Observed Data Based Estimator and Both Observed Data and Prior Information Based Estimator Under Asymmetric Losses

Abstract

SYNOPTIC ABSTRACTIn the Bayesian approach to statistical analyses we incorporate prior information about the parameter of the model with observed data. This prior information is in the form of a prior distribution of the parameter. If the prior information is available as a constant value of the parameter rather than its prior distribution, the Bayesian approach cannot be pursued. However, there are estimation methods that incorporate such prior information with the observed data.
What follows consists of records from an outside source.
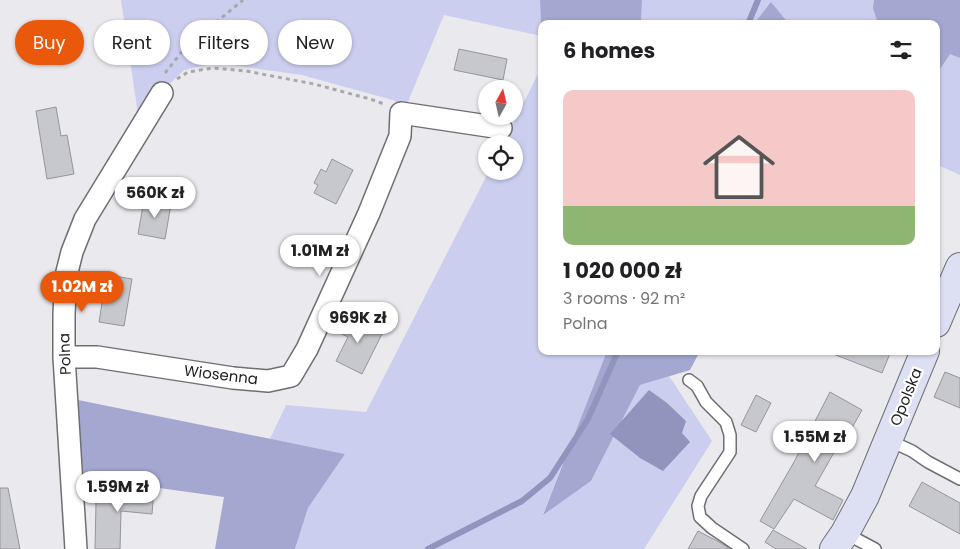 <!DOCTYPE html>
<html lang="en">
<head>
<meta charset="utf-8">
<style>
	body { margin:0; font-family:Poppins,sans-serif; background:#f2f2f2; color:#202124; height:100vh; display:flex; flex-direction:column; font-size:19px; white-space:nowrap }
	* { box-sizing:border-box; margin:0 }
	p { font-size:16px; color:#757577 }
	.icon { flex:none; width:28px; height:28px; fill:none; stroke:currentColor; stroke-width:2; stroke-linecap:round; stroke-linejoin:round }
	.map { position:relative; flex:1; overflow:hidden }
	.drawer { position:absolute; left:538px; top:20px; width:402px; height:335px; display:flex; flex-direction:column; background:#fff; border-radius:10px; box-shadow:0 1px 4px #0004 }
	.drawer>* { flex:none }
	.guide { position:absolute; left:15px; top:20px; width:448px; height:45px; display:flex; gap:10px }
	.needle { width:32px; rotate:8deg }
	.tools { position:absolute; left:478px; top:80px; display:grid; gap:10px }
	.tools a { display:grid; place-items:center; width:45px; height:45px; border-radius:50%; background:#fff; box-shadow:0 1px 4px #0004; font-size:25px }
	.price { position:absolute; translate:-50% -42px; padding:0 11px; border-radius:18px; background:#fff; color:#222; font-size:16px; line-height:32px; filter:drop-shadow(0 1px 2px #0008) }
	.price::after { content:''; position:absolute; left:50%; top:30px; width:15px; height:11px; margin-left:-8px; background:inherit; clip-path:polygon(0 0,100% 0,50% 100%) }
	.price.active { background:#ea580c; color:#fff }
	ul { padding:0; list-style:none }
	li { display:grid; align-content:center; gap:10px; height:265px; padding:0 25px }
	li+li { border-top:1px solid #e0e0e0 }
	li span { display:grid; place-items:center; height:155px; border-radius:10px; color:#555 }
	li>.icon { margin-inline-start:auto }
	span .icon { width:90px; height:90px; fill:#fffc; stroke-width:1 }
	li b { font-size:21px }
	h2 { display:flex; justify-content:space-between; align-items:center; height:60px; padding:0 25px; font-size:21px }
	.tag { padding:0 18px; border-radius:22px; background:#fff; box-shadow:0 1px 4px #0004; font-size:18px; line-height:45px }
	.tag.active { background:#ea580c; color:#fff }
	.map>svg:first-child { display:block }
	.green { fill:#cbceee }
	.forest { fill:#a4a8d1 }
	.water { fill:#9195bd }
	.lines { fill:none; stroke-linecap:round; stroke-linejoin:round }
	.stream { stroke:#9195bd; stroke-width:6 }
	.building { fill:#c7c8cd; stroke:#95959a }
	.lane-casing { stroke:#6e6f73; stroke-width:14 }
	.street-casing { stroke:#6e6f73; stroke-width:24 }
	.secondary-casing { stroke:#6e6f73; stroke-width:30 }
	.path { stroke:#a8a8ac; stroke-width:3; stroke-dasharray:4 4; stroke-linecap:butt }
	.lane { stroke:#fff; stroke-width:11 }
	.street { stroke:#fff; stroke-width:21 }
	.secondary { stroke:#dddff3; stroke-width:28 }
	.labels { text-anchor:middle; stroke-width:4.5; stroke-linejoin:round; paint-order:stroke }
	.street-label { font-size:15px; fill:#1e1f20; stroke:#fff }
</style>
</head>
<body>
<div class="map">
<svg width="960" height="549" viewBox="0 0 960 549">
	<rect width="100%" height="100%" fill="#e9e9ee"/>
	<path class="green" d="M121 0H540L541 36 444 15 407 104 302 75 217 63 184 70 138 114Z
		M642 0H960V175L936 164V24H641Z
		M541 68V351H607L543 514 591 481 640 385 669 376 712 441 644 549H295L308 508 345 454 270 439 286 405 366 412 489 171H514V144H503Z"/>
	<path class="forest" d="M540 0H642L641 24H541V29Z
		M874 0H960V58L950 54 936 75V24H878L873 8Z
		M771 2 789 24H754Z
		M607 351H700L690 370 640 385 591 481 543 515Z
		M73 399 345 454 308 508 295 549H215L224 497 80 477Z"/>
	<path class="water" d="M649 390 667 403 686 421 682 433 690 442 663 471 640 458 610 434Z"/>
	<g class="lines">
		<path class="stream" d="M748 24 758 0
			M428 549 522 501 550 478 588 419 618 351"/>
	</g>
	<path class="building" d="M459 49 507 59 503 80 454 70Z
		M56 107 61 136 67 135 74 174 47 179 36 111Z
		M332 159 353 170 336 204 314 193 318 185 314 183 321 169 326 172Z
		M144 200 171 204 165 239 138 234Z
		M102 274 132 279 124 326 99 322 103 297H99Z
		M349 316 383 332 362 374 336 361 348 337 340 333Z
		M829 351H891L882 373 828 352Z
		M945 372 960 378V408L934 397Z
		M830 392 862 410 848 435 845 433 815 486 843 500 833 520 794 499 774 529 760 521 794 462Z
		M756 395 771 403 756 432 741 425Z
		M922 482 960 503V534L909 506Z
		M102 487 154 490 152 514 121 511 120 549H95L96 502H101Z
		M0 488H8L20 549H0Z
		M773 530 807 549H776L765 542Z
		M698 531 719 542 730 549H688Z"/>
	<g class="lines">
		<defs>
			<path id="lane" d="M689 380 697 386 706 402 726 422 730 435V452L701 496 698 506 700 517 712 528 743 549
				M888 440 912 451 928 462 960 479
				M845 533 875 549"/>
			<path id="street" d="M64 357H97L233 378 268 381 291 376 307 349 369 213 400 136 401 113 501 128
				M76 549 64 357V314L66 276 72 252 85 219 162 93"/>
			<path id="secondary" d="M936 323 960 267
				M834 549 845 533 865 496 925 351"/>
		</defs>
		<use href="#lane" class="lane-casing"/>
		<use href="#street" class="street-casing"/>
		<use href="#secondary" class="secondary-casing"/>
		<path class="path" d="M165 73 184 49 243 0
			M177 79 188 72 213 68 246 71 314 84 370 99 384 104"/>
		<use href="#lane" class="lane"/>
		<use href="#street" class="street"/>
		<use href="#secondary" class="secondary"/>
	</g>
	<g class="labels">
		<g class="street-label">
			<text transform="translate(65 354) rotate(-92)" y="5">Polna</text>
			<text transform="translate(221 375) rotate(7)" y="5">Wiosenna</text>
			<text transform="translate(906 397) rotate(-68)" y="5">Opolska</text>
		</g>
	</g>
</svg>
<div class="tools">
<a><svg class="needle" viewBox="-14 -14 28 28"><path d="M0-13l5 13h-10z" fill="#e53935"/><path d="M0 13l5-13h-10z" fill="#757577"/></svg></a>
<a><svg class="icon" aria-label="locate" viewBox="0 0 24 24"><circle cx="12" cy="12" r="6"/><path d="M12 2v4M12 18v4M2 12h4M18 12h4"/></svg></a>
</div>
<b class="price" style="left:155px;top:219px">560K zł</b>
<b class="price" style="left:320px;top:277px">1.01M zł</b>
<b class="price active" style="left:82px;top:313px">1.02M zł</b>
<b class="price" style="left:358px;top:344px">969K zł</b>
<b class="price" style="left:815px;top:463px">1.55M zł</b>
<b class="price" style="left:118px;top:513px">1.59M zł</b>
<div class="guide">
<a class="tag active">Buy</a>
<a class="tag">Rent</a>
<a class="tag">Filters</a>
<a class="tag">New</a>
</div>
<section class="drawer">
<h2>6 homes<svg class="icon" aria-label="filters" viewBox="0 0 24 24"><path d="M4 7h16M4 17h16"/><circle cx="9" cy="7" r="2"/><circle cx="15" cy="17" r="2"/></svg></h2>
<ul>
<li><span style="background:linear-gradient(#f6c9c9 75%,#8fb573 0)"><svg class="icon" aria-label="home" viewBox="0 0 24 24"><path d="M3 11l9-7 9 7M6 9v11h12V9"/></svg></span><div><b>1 020 000 zł</b><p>3 rooms · 92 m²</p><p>Polna</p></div></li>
</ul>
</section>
</div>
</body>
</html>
The expectation is that the incorporation of such additional information in the estimation process would result in a better estimator than that based on the observed data alone. In some cases this may be true, but in many other cases the risk of worse consequences cannot be ruled out. This paper studies the performance of the observed data based unrestricted estimator (UE), and both observed data and prior information based preliminary test estimator (PTE) of the univariate normal mean under the linex loss function. The risk functions of both UE and PTE are derived. The moment generating function (MGF) of PTE is derived which turns out to be a component of the risk function. From the MGF the first two moments of PTE are obtained and found to be identical to those obtained using different approaches in Khan and Saleh (2001) and Zellner (1986). Under the linex loss criterion the performance of the PTE is compared with that of UE. It is revealed that if the uncertain non-sample prior information about the value of the mean is not too far from its true value, PTE outperforms UE.